= Henry Aitken (mayor) =

New Zealand mayor

Henry Aitken (1840–6 January 1899) was a mayor of Oamaru, in New Zealand.

Aitken was born in 1840 in Lerwick in Scotland's Shetland Islands, where he trained in the building trade. He emigrated to New Zealand in 1861, drawn by the Otago gold rush, initially settling in Dunedin but soon moving north to Oamaru.

Aitken's early years in Oamaru were spent working as a storeman with Dalgety Rattray & Co., leaving in 1868 to found his own timber merchant's business. This was a success, and was run by Aitken until 1883. Aitken was during this time also an agent for the Union Steam Ship Company, and after 1883 he dedicated his business time primarily to that role.

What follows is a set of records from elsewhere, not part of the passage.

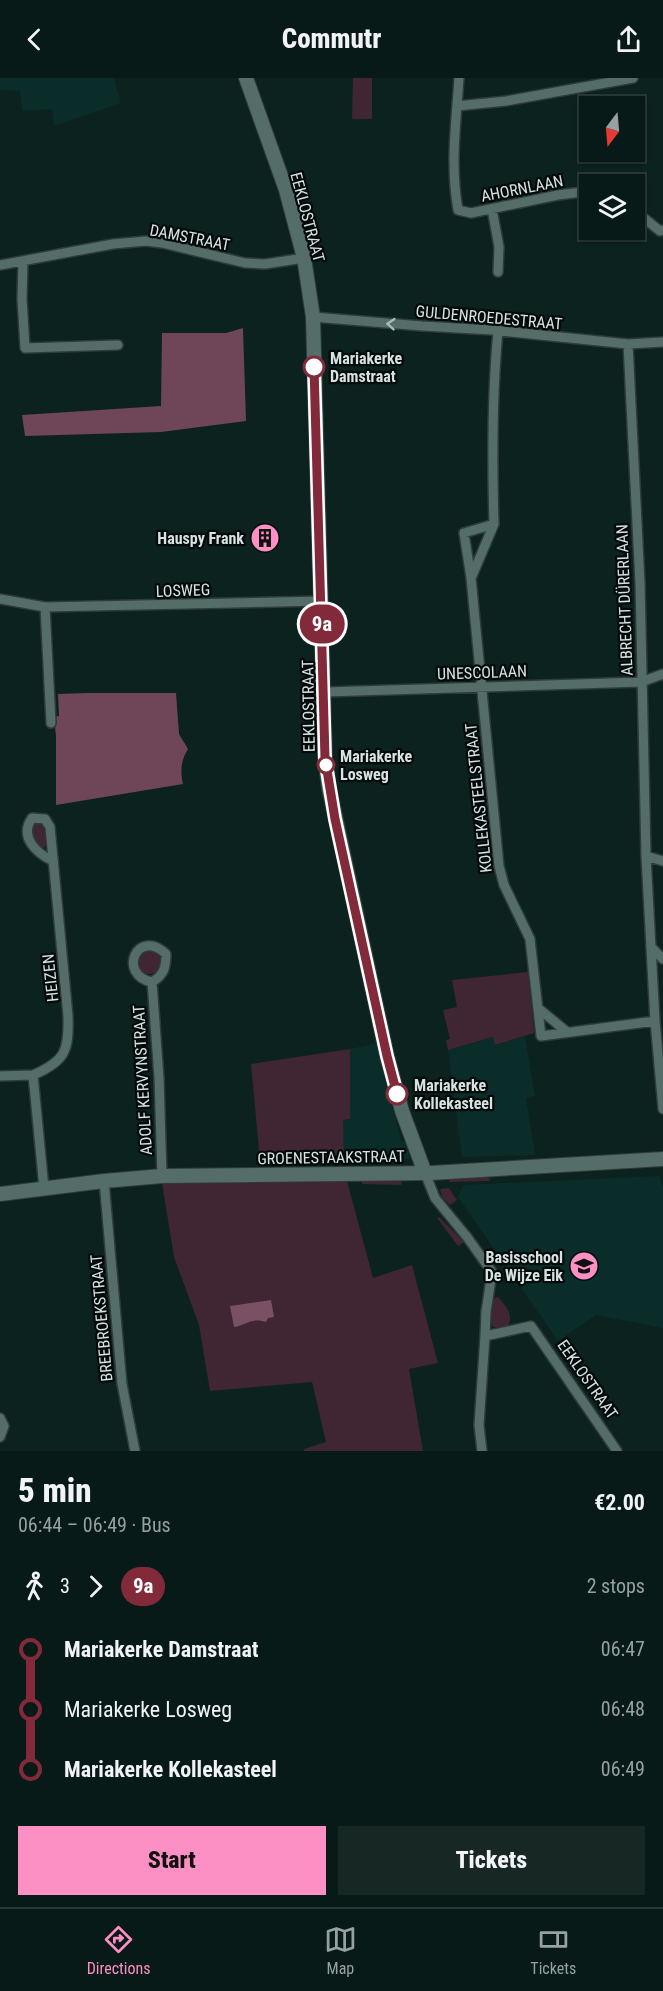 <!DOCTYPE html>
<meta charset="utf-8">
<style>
body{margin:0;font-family:"Roboto Condensed",sans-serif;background:#162724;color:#f1f3f6;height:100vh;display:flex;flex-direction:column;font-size:22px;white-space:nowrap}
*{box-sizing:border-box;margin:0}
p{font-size:20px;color:#98a1a1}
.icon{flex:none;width:33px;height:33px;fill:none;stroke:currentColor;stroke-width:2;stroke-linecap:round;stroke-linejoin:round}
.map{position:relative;height:1373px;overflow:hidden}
.sheet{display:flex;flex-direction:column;background:#081a17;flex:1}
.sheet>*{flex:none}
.badge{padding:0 12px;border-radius:20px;font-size:21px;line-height:39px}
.needle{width:39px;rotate:196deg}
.buttons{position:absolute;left:579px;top:18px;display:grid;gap:12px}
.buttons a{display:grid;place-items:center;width:66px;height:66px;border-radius:0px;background:#081a17;box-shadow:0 2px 4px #0004,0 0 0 2px #293836;font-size:30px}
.map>.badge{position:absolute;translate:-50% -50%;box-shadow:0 0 0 3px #fff}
.legs{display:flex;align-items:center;gap:9px;height:66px;padding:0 18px;font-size:20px}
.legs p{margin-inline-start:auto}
.summary{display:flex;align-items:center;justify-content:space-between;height:102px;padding:0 18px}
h1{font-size:33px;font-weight:800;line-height:45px}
.action{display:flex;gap:12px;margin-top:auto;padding:12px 18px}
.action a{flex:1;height:69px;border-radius:0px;background:#fc8fc3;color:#111;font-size:24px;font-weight:800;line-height:69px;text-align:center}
.action a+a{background:#162724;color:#f1f3f6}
ul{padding:0 18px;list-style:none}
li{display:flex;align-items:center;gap:21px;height:60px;font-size:22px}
li i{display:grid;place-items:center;width:9px;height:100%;margin:0 8px;background:currentColor}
li i::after{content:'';width:15px;height:15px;margin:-8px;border:4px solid;border-radius:50%;background:#081a17}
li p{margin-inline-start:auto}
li:first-child i{background:linear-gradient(#0000 50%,currentColor 0)}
li:last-child i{background:linear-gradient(currentColor 50%,#0000 0)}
header{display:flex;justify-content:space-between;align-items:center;height:78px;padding:0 18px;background:#081a17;font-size:27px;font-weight:800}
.tab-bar{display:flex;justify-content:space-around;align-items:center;height:84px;border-top:2px solid #293836;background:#081a17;font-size:16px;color:#98a1a1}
.tab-bar a{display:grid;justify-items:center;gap:3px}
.tab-bar .current{color:#fc8fc3}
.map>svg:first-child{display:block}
</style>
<header><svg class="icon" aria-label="back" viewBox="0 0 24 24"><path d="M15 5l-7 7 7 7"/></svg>Commutr<svg class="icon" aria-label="share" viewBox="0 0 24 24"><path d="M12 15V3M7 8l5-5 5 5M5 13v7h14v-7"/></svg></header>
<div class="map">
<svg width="663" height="1373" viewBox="0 0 663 1373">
<rect width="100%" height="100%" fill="#0b221f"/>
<path fill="#0a2d29" d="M0,0H114L121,25L54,48L52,31L22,33L20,13L0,12Z
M525,958L535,1018L526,1020L535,1077L462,1079L448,972L494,959L496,967Z
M377,965L385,1003L402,1064H406L410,1081L345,1083L342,1042L350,1041V971Z
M659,1098L663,1109V1250L596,1237L558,1263L458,1119L463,1107Z"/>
<path fill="#402532" d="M353,0H372V41H352Z
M36,743L44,746L47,765L44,770H40L34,765L31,749Z
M137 884a12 12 0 1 1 24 0a12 12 0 1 1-24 0Z
M528,894L534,955L495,967L493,959L448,972L446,962L450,961L443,932L457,929L452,902Z
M350,971V1041L343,1042L344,1082L260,1083L251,986Z
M482,1098L491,1101L489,1103L449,1104V1101Z
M402,1101L401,1107L362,1106V1102Z
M347,1103L373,1200L412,1187L438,1285L409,1291L423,1373H304V1371L326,1364L312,1304L210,1313L199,1247L174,1179L162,1105Z
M449,1110L457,1122L450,1127L442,1119L440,1111Z
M439,1139L464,1164L458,1168L437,1140Z
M498,1219C506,1228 514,1237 508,1248L501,1250L493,1249C489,1239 490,1230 493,1221Z"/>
<path fill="#6e4658" d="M243,250L246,343L161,354L25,358L22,337L161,328L162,255H226Z
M87,615H176L179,656L188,671C181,682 180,693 183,706L56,727V658L54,639L59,638L58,616Z"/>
<path fill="#7a5164" d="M271,1222L274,1239L268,1240L266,1244C253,1239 246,1247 234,1249L230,1228Z"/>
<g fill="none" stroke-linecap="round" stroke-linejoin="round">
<g stroke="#2f3b39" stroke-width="12">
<path id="street" d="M459,0C456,46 450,87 458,132L471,135L558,117L590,113
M457,28L506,23L633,0
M492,131L499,169L498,194
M634,132L660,153L663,152
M23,183L22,221L25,270L118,267
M0,187L113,166L146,163L162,165L245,185L265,186L304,180
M313,239L422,248L492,252L628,266L663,264
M498,253C492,317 492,382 494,446L464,455L471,500L499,788L504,807L530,861L541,958L655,943
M628,266L640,505L646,778L655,943L663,1031
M472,498L494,446
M0,521L45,529L322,523
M45,529L51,645
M324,614L641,604L663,596
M646,778L663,783
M652,870L663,881
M152,904C117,897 137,849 166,876C166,889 164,897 152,904L159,1000L162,1098
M538,930L567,954
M0,998L33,997
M425,1095L435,1120L467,1159L492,1194L486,1234L485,1258
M104,1103L122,1306L135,1373
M44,1110L33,997C66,983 69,972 68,938L50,749L45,741L32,740C19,759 36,775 53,783
M0,1340L4,1348L0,1359
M482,1373L479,1347L485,1258L531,1248L617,1373"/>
</g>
<g stroke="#2f3b39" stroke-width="16">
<path id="secondary" d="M246,0L286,112L304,180L313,239L325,680L329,710L387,978L402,1033L425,1095
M0,1116L104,1103L162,1098L431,1095L663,1081"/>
</g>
<use href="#street" stroke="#546d69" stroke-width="9"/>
<use href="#secondary" stroke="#546d69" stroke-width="14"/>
</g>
<defs><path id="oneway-chevron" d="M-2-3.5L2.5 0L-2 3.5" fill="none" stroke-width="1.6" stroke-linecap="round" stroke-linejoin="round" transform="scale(1.5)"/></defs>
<use stroke="#a8bab7" href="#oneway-chevron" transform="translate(391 246) rotate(-175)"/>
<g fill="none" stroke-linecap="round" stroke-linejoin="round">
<g stroke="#fff" stroke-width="14">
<path id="line-1" d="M314,289L325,680L335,741L387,978L397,1016"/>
</g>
<use href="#line-1" stroke="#822a3a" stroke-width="9"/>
</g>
<defs>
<g id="building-disc" transform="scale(1.5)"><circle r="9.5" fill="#fc8fc3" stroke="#030a09"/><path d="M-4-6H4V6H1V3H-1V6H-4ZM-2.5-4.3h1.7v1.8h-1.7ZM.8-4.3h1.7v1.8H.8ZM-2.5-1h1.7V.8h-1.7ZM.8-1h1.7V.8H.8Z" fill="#111"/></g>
<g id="school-disc" transform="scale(1.5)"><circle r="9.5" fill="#fc8fc3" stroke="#030a09"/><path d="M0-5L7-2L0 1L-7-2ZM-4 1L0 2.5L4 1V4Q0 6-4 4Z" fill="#111"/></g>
</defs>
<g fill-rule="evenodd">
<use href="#building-disc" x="265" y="460"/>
<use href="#school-disc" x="584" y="1188"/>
</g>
<g fill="#fff" stroke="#822a3a" stroke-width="3">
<circle cx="314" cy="289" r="10"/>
<circle cx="326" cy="687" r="8"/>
<circle cx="397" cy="1016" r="10"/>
</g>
<g text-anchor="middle" stroke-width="4.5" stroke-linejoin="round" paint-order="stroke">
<g font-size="16" fill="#d6e3e1" stroke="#030a09">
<text transform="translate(522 110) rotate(-11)" y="6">AHORNLAAN</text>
<text transform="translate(308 139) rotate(75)" y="6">EEKLOSTRAAT</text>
<text transform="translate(190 159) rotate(11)" y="6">DAMSTRAAT</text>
<text transform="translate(489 239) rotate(5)" y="6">GULDENROEDESTRAAT</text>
<text transform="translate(183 512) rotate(-2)" y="6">LOSWEG</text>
<text transform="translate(624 522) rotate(-92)" y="6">ALBRECHT DÜRERLAAN</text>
<text transform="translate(482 594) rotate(-2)" y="6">UNESCOLAAN</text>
<text transform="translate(308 628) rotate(-91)" y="6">EEKLOSTRAAT</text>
<text transform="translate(478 720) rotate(-96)" y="6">KOLLEKASTEELSTRAAT</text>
<text transform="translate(50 900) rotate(-96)" y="6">HEIZEN</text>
<text transform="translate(142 1002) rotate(-93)" y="6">ADOLF KERVYNSTRAAT</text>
<text transform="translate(331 1079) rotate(-1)" y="6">GROENESTAAKSTRAAT</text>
<text transform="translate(101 1240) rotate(-95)" y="6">BREEBROEKSTRAAT</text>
<text transform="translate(588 1301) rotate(55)" y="6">EEKLOSTRAAT</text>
</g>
<g font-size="16" font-weight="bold" fill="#d6e3e1" stroke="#030a09" text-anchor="start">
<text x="330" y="286">Mariakerke<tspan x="330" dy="18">Damstraat</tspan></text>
<text x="340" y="684">Mariakerke<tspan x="340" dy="18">Losweg</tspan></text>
<text x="414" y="1013">Mariakerke<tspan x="414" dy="18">Kollekasteel</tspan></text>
</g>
<g font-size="16" font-weight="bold" fill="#d6e3e1" stroke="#030a09" text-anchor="end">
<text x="244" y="466">Hauspy Frank</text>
<text x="563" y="1185">Basisschool<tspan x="563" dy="18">De Wijze Eik</tspan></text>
</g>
</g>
</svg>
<div class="buttons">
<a><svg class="needle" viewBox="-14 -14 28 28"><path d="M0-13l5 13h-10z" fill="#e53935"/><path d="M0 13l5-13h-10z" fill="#98a1a1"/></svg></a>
<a><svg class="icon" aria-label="layers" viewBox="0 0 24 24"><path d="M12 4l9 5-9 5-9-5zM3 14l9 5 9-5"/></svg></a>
</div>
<b class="badge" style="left:322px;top:546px;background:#822a3a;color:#fff">9a</b>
</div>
<section class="sheet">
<div class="summary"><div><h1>5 min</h1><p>06:44 – 06:49 · Bus</p></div><b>€2.00</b></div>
<div class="legs"><svg class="icon" aria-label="walk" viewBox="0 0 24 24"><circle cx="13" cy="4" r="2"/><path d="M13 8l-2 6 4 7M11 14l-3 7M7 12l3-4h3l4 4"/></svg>3<svg class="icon" aria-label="forward" viewBox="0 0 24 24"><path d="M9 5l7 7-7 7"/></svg><b class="badge" style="background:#822a3a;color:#fff">9a</b><p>2 stops</p></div>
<ul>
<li><i style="color:#822a3a"></i><b>Mariakerke Damstraat</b><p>06:47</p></li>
<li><i style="color:#822a3a"></i><span>Mariakerke Losweg</span><p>06:48</p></li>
<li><i style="color:#822a3a"></i><b>Mariakerke Kollekasteel</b><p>06:49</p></li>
</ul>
<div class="action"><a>Start</a><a>Tickets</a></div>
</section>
<nav class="tab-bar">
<a class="current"><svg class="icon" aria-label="directions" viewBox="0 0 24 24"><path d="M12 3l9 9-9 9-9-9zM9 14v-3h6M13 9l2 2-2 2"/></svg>Directions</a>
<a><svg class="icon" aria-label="map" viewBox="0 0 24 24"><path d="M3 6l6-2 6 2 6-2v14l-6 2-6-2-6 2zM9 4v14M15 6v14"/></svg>Map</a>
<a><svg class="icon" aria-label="tickets" viewBox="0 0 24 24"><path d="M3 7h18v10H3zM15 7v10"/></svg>Tickets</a>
</nav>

Aitken was heavily involved in local politics, serving as a borough councillor for some time, including four terms as Mayor from 1895 until his death. He also served at various times as Chairman of the Oamaru Harbour Board, president of the local Caledonian Society and president of the Acclimatisation Society.

Aitken died on 6 January 1899 during his fourth term as mayor, and was buried in Oamaru cemetery.

Shortly after arriving in New Zealand, Aitken married fellow Shetland Islander Betsy Williamson. They had several children but most died young; only one son outlived his father.